## DIRECTIONS FOR THIS TASK
Include in the output exactly the lines from the opening of the data through the line containing "Serialize what can", and nothing more.

## Extracted data entries
------------------------------------
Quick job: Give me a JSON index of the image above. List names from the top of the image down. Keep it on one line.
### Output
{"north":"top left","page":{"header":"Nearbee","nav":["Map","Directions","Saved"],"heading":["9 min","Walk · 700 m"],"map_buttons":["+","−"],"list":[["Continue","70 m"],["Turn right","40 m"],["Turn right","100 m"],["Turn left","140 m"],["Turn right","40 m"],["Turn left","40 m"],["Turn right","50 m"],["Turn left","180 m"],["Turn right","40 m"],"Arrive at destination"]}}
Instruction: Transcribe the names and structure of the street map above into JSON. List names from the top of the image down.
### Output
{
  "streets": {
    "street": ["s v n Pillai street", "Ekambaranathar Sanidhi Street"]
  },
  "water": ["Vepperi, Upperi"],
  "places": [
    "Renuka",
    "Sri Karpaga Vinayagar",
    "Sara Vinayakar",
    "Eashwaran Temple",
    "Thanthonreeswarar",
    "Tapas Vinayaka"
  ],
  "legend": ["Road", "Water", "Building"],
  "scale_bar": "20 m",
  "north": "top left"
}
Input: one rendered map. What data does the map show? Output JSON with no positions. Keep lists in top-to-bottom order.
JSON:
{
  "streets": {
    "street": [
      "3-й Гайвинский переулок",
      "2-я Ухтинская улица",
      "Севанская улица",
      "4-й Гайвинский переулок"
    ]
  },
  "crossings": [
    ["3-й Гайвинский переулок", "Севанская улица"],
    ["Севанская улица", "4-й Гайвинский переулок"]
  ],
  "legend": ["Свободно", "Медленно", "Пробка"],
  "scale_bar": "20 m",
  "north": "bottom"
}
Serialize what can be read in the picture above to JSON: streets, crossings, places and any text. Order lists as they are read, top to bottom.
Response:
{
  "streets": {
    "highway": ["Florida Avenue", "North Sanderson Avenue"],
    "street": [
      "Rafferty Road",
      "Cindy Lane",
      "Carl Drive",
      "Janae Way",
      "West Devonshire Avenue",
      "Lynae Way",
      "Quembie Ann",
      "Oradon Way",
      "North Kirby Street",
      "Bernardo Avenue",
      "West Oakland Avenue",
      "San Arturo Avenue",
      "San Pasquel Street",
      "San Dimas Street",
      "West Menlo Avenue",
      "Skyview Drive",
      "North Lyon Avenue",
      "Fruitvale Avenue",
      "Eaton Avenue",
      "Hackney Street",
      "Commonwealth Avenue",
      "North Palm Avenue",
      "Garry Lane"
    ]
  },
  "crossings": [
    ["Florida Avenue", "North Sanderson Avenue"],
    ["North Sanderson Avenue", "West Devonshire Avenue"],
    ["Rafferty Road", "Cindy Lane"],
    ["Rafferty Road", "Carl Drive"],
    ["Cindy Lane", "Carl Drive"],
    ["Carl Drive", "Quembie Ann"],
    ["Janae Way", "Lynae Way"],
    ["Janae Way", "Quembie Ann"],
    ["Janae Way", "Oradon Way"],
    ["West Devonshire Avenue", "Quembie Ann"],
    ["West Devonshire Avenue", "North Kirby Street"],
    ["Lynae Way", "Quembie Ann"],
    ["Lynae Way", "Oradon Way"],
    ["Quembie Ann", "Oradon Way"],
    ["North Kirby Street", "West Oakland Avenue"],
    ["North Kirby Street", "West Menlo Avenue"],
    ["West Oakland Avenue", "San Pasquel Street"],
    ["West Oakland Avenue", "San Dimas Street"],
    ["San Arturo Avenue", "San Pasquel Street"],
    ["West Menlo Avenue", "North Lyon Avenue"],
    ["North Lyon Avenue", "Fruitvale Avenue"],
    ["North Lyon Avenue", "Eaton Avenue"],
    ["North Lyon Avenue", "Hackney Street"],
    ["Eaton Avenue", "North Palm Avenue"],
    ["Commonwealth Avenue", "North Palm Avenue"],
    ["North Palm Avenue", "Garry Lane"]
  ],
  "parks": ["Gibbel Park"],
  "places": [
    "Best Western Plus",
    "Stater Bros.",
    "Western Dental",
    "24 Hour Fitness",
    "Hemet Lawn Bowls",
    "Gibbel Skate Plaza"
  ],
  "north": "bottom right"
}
------------------------------------
## RESPONSE TO THIS EXERCISE
Quick job: Give me a JSON index of the image above. List names from the top of the image down. Keep it on one line.
### Output
{"north":"top left","page":{"header":"Nearbee","nav":["Map","Directions","Saved"],"heading":["9 min","Walk · 700 m"],"map_buttons":["+","−"],"list":[["Continue","70 m"],["Turn right","40 m"],["Turn right","100 m"],["Turn left","140 m"],["Turn right","40 m"],["Turn left","40 m"],["Turn right","50 m"],["Turn left","180 m"],["Turn right","40 m"],"Arrive at destination"]}}
Instruction: Transcribe the names and structure of the street map above into JSON. List names from the top of the image down.
### Output
{
  "streets": {
    "street": ["s v n Pillai street", "Ekambaranathar Sanidhi Street"]
  },
  "water": ["Vepperi, Upperi"],
  "places": [
    "Renuka",
    "Sri Karpaga Vinayagar",
    "Sara Vinayakar",
    "Eashwaran Temple",
    "Thanthonreeswarar",
    "Tapas Vinayaka"
  ],
  "legend": ["Road", "Water", "Building"],
  "scale_bar": "20 m",
  "north": "top left"
}
Input: one rendered map. What data does the map show? Output JSON with no positions. Keep lists in top-to-bottom order.
JSON:
{
  "streets": {
    "street": [
      "3-й Гайвинский переулок",
      "2-я Ухтинская улица",
      "Севанская улица",
      "4-й Гайвинский переулок"
    ]
  },
  "crossings": [
    ["3-й Гайвинский переулок", "Севанская улица"],
    ["Севанская улица", "4-й Гайвинский переулок"]
  ],
  "legend": ["Свободно", "Медленно", "Пробка"],
  "scale_bar": "20 m",
  "north": "bottom"
}
Serialize what can be read in the picture above to JSON: streets, crossings, places and any text. Order lists as they are read, top to bottom.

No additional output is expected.